Montfort & Bogost raise the bar on anyone wishing to talk meaningfully about computer culture. Not only must we interpret these machines, we must first know how they work -- and yes, sometimes this means knowing assembly code. From chip to controller, the authors lead us with ease through the Atari "2600" Video Computer System, one of the most emblematic devices in recent mass culture.(Alexander Galloway, Associate Professor of Culture and Communication, New York University, and author of Protocol: How Control Exists After Decentralization)
Montfort and Bogost's analysis is both technically detailed and historically contextualized, both informative and methodologically instructive. They write with a rigor and grace that future contributors to the series may be at pains to match.(Seth Perlow, Convergence)
Read it, it will do you good.(José P. Zagal Game Studies)
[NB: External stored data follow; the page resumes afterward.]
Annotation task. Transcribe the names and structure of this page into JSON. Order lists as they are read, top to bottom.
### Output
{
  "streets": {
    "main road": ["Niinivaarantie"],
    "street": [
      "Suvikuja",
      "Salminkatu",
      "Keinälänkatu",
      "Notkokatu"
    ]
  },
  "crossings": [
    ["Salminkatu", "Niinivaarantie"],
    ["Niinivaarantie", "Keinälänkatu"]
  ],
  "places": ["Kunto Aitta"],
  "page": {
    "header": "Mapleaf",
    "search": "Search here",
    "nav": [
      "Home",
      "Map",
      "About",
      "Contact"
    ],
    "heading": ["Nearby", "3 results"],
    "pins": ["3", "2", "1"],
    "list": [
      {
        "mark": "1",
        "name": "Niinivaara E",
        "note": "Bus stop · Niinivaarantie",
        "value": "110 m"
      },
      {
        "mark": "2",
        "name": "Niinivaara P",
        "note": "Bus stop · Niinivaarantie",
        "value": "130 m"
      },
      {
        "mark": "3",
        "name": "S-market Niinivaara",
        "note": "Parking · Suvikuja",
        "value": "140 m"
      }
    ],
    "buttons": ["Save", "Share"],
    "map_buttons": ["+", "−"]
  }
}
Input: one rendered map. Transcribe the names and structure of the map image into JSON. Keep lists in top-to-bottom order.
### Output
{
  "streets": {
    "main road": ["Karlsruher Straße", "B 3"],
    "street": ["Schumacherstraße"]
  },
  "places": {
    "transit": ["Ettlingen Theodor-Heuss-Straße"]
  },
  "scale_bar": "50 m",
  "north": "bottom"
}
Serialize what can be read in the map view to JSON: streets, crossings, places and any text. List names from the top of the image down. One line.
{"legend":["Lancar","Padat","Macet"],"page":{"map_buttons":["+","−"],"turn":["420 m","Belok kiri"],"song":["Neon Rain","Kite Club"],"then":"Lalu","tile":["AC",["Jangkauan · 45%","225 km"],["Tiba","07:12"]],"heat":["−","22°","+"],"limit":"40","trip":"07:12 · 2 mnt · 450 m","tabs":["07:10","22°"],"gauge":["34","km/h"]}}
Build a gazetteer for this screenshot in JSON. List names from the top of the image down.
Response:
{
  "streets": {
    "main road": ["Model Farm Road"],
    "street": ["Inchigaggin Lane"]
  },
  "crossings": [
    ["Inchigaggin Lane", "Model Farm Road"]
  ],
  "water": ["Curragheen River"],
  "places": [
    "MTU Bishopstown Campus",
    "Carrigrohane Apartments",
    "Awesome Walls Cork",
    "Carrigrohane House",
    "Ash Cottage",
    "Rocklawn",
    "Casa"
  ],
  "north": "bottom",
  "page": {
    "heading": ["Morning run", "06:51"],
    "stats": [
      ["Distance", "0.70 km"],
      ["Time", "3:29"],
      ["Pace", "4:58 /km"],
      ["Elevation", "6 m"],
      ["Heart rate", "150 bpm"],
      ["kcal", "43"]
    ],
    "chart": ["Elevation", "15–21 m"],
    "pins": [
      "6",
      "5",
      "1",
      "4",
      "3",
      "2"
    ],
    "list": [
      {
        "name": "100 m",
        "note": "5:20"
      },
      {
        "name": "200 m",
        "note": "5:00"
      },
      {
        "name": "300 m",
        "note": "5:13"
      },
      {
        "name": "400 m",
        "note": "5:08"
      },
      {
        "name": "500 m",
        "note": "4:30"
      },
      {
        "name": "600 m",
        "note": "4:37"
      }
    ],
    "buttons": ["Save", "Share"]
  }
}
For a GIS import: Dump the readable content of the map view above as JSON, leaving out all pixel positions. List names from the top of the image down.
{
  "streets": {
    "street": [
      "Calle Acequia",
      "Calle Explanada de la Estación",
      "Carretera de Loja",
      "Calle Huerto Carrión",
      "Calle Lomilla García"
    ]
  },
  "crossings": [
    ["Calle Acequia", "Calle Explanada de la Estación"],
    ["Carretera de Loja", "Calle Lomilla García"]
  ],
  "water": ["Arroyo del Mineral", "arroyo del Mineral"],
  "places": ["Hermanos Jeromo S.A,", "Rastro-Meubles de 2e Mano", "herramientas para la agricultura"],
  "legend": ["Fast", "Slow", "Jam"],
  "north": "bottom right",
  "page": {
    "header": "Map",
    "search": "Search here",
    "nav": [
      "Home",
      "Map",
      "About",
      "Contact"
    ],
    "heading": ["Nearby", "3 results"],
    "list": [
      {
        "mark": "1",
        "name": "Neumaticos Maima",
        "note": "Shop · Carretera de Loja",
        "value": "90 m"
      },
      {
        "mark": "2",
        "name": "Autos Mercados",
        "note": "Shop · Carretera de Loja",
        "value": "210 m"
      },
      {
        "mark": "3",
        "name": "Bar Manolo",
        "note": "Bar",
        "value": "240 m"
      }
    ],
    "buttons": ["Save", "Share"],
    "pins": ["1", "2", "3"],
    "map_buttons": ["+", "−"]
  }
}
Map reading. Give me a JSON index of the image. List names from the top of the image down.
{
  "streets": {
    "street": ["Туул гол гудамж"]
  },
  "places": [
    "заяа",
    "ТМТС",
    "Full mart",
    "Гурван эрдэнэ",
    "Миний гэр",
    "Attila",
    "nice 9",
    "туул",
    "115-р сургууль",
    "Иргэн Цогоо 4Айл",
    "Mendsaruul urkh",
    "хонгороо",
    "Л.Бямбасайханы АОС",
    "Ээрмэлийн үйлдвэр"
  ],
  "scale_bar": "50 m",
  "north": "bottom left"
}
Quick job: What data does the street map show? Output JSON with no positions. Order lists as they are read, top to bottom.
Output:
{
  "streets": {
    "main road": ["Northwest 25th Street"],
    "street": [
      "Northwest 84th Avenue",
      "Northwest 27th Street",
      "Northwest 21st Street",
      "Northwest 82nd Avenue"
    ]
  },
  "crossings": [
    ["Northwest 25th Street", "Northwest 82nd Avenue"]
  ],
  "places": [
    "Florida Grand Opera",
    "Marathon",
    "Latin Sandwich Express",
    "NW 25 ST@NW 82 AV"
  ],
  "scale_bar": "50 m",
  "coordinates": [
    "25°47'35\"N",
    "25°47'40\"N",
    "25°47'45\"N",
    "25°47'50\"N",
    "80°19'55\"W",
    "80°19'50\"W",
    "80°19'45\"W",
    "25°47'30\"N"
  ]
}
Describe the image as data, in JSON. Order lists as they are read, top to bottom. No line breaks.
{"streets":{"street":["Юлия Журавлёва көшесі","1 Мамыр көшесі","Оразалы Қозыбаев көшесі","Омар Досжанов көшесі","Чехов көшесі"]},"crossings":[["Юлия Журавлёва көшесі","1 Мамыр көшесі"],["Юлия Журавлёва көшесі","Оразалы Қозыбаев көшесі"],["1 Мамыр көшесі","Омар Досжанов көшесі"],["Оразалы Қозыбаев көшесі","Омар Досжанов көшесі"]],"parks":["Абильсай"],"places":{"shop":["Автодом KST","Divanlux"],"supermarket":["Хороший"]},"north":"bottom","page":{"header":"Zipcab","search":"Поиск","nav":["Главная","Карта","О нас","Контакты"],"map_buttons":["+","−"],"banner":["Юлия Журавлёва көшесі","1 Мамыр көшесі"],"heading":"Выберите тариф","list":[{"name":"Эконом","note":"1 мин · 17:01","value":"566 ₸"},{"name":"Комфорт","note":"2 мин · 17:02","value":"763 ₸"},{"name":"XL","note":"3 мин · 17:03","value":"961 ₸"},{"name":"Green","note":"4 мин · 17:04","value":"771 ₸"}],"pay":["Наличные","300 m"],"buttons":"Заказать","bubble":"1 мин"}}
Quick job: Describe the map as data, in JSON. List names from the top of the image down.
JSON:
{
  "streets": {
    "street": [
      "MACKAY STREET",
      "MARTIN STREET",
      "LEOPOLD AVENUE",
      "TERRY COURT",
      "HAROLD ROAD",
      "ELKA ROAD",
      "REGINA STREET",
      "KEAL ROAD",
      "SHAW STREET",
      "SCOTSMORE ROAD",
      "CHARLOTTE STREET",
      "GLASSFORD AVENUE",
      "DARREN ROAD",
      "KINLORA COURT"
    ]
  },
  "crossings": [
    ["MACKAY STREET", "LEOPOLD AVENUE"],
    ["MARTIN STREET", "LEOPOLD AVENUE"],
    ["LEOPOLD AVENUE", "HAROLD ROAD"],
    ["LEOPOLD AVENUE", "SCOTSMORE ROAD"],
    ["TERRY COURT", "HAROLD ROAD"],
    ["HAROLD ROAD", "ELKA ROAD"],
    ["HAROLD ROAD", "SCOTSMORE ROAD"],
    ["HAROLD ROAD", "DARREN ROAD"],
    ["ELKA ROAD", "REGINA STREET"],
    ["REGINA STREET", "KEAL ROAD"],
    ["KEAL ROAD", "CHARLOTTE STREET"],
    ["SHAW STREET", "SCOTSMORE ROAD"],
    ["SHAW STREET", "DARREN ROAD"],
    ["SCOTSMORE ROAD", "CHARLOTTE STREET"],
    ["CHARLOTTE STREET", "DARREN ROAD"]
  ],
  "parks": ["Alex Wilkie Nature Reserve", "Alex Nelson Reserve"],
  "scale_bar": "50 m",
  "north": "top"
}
Racing the Beam doesn"t spare the technical details, but is always accessible and compelling. Downright thrilling at times, in fact, a sort of The Right Stuff of video game development.(Darren Zenko thestar.com (Toronto Star))
About the Author
Nick Montfort is Assistant Professor of Digital Media at MIT. He is the author of Twisty Little Passages: A New Approach to Interactive Fiction and the coeditor of The New Media Reader, both published by The MIT Press. Ian Bogost is Assistant Professor in the School of Literature, Communication, and Culture, at Georgia Institute of Technology and Founding Partner, Persuasive Games LLC. He is the author of Persuasive Games: The Expressive Power of Videogame Criticism and Unit Operations: An Approach to Videogame Criticism, both published by the MIT Press.